### WORK TO COMPLETE
Using the listing below, copy every line that mentions "data".

### RECORDS FOR THIS TASK
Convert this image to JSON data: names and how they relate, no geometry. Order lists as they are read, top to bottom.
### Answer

==

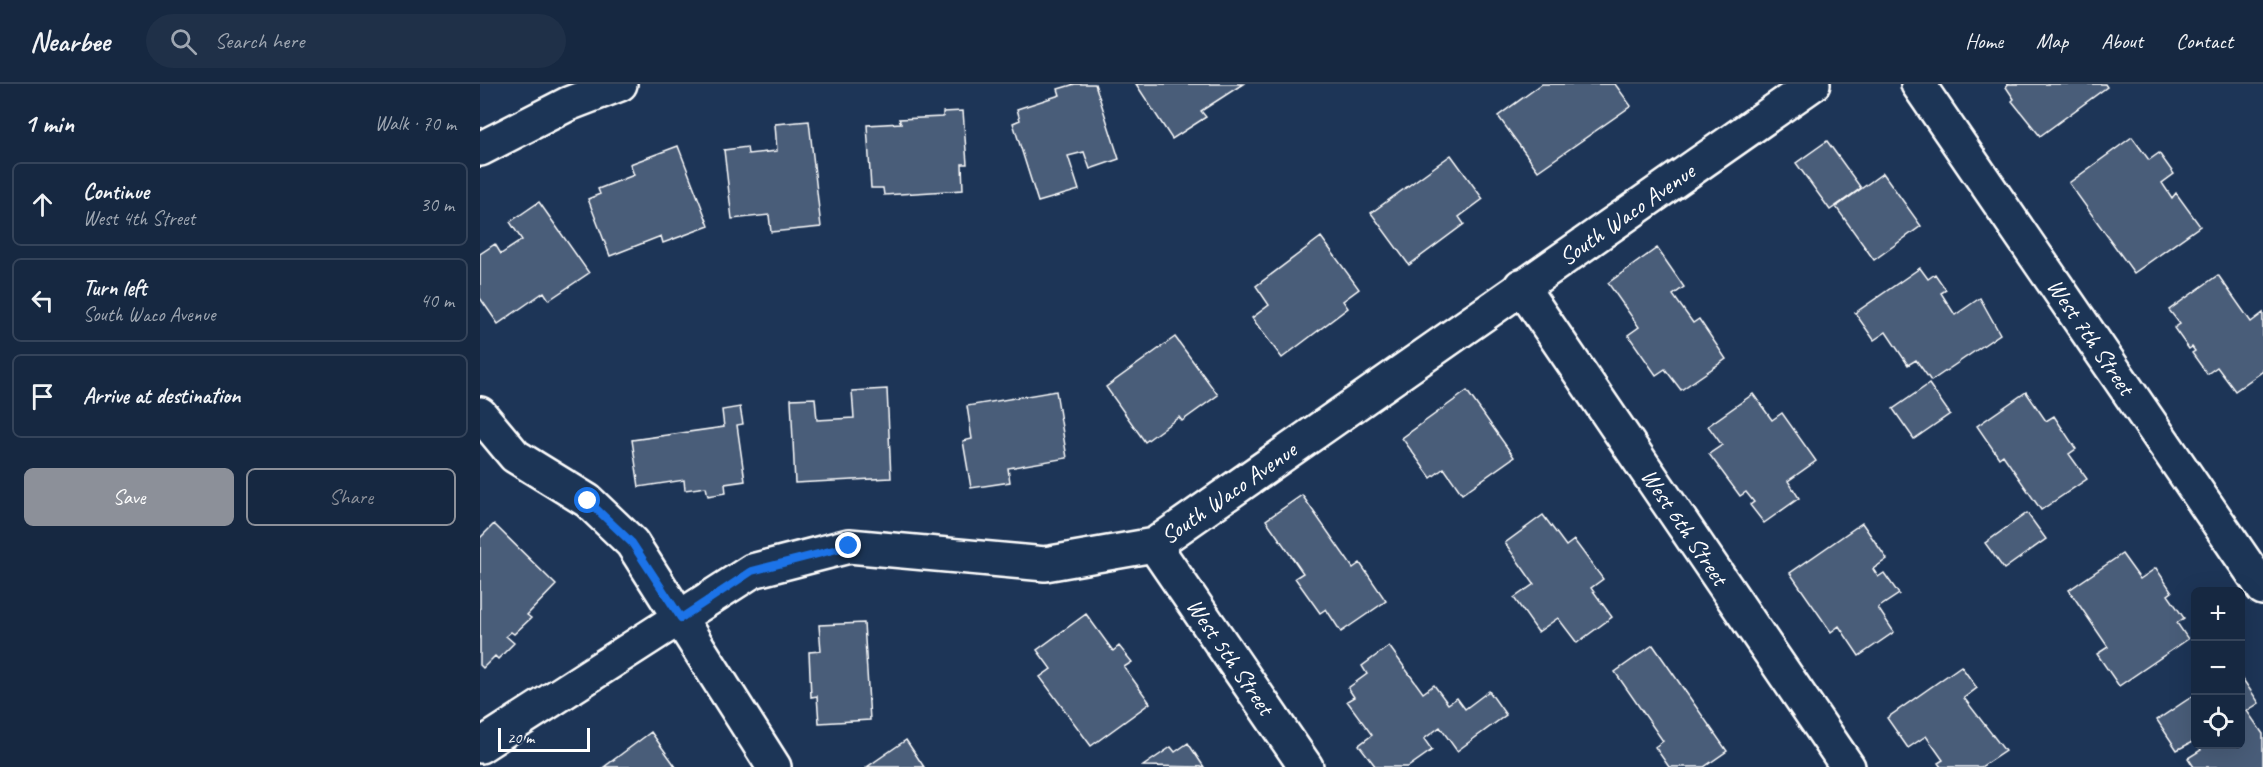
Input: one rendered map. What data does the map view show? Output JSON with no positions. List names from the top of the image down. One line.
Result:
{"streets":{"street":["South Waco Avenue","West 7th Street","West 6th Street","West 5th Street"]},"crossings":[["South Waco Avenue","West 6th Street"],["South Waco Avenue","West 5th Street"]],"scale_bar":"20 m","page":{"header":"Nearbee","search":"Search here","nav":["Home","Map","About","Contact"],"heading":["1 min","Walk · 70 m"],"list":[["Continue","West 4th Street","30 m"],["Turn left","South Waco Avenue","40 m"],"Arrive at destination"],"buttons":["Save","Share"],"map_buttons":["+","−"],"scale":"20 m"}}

--

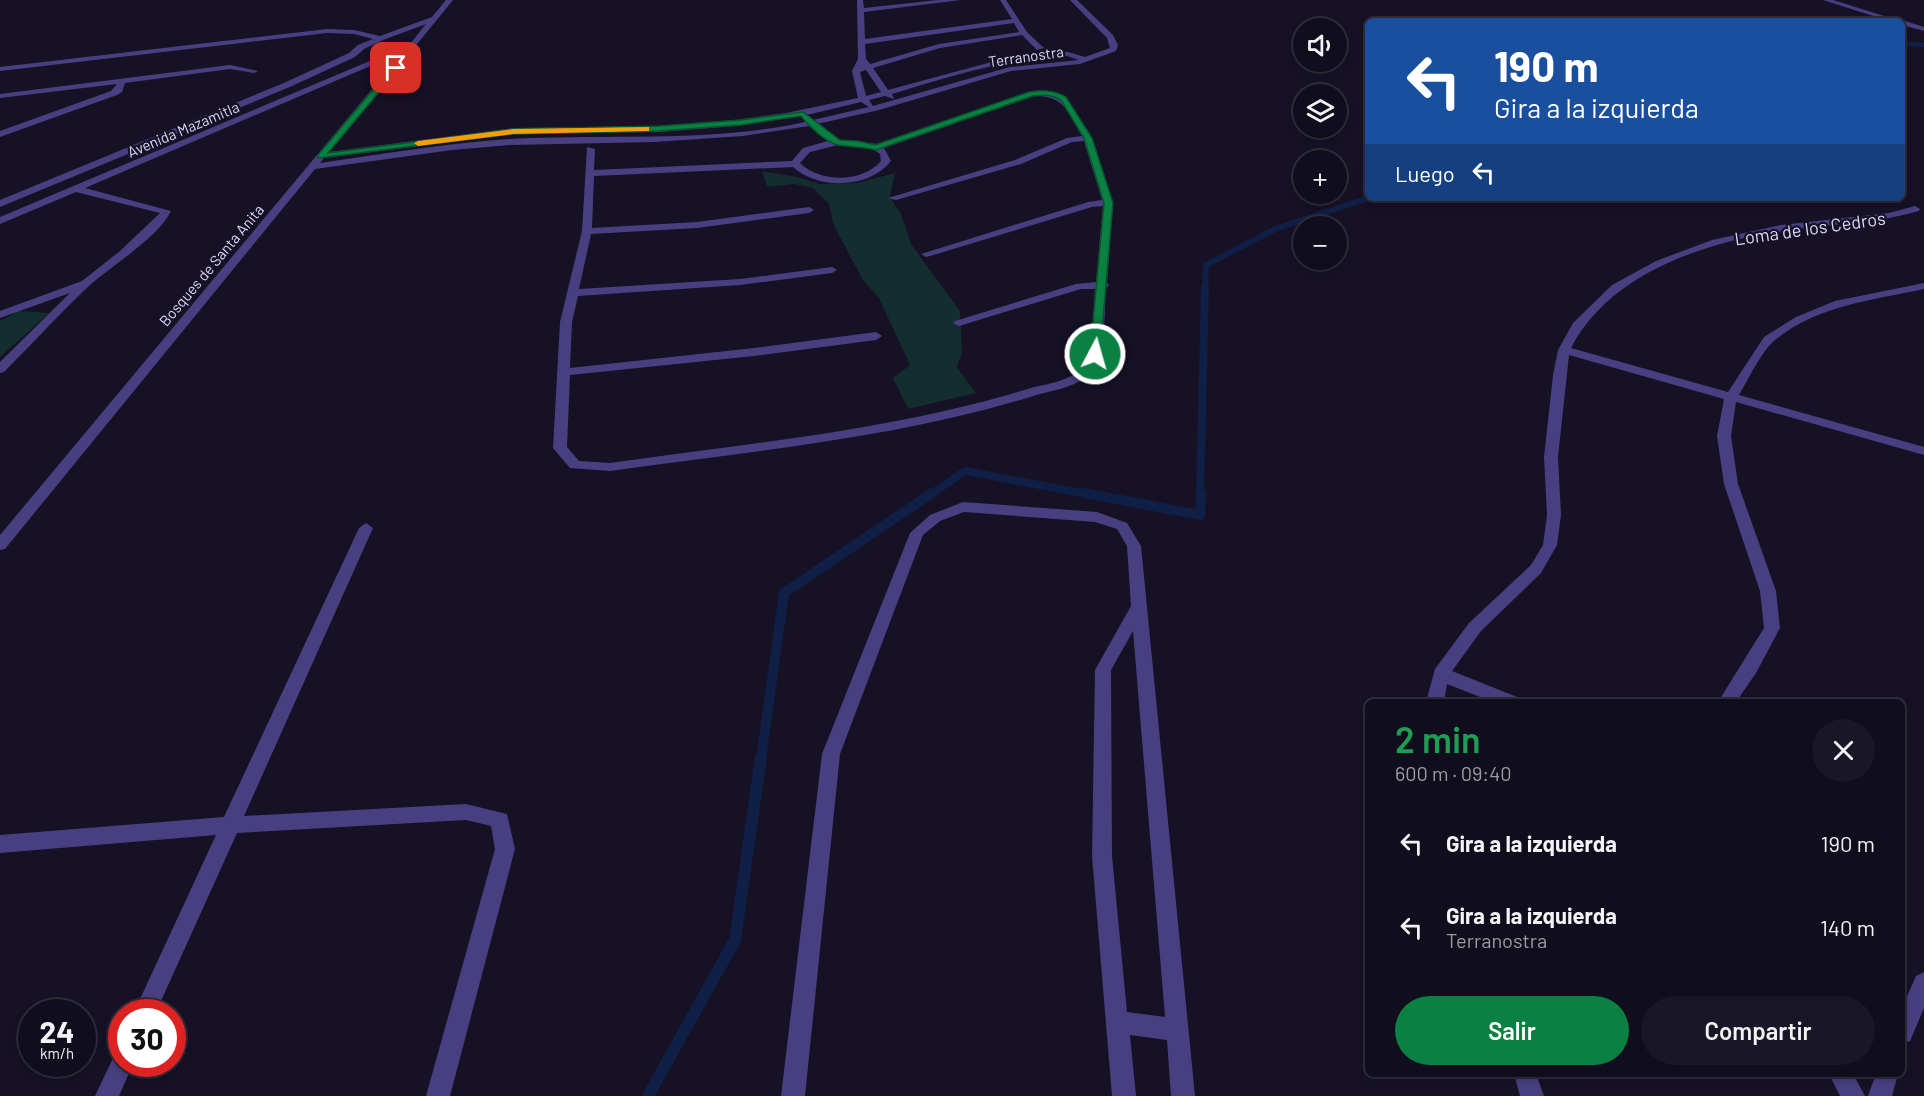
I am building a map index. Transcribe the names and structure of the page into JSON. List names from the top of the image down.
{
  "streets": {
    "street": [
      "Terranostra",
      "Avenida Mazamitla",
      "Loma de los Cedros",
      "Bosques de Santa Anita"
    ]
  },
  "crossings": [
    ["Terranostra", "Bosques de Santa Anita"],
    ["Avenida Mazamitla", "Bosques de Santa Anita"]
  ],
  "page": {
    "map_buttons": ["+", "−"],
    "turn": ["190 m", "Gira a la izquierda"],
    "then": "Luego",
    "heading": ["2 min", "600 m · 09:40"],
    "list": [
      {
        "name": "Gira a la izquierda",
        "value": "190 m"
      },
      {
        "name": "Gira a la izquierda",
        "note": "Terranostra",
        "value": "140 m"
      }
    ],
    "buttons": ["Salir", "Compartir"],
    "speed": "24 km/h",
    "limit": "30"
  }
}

### YOUR RESPONSE
Convert this image to JSON data: names and how they relate, no geometry. Order lists as they are read, top to bottom.
Input: one rendered map. What data does the map view show? Output JSON with no positions. List names from the top of the image down. One line.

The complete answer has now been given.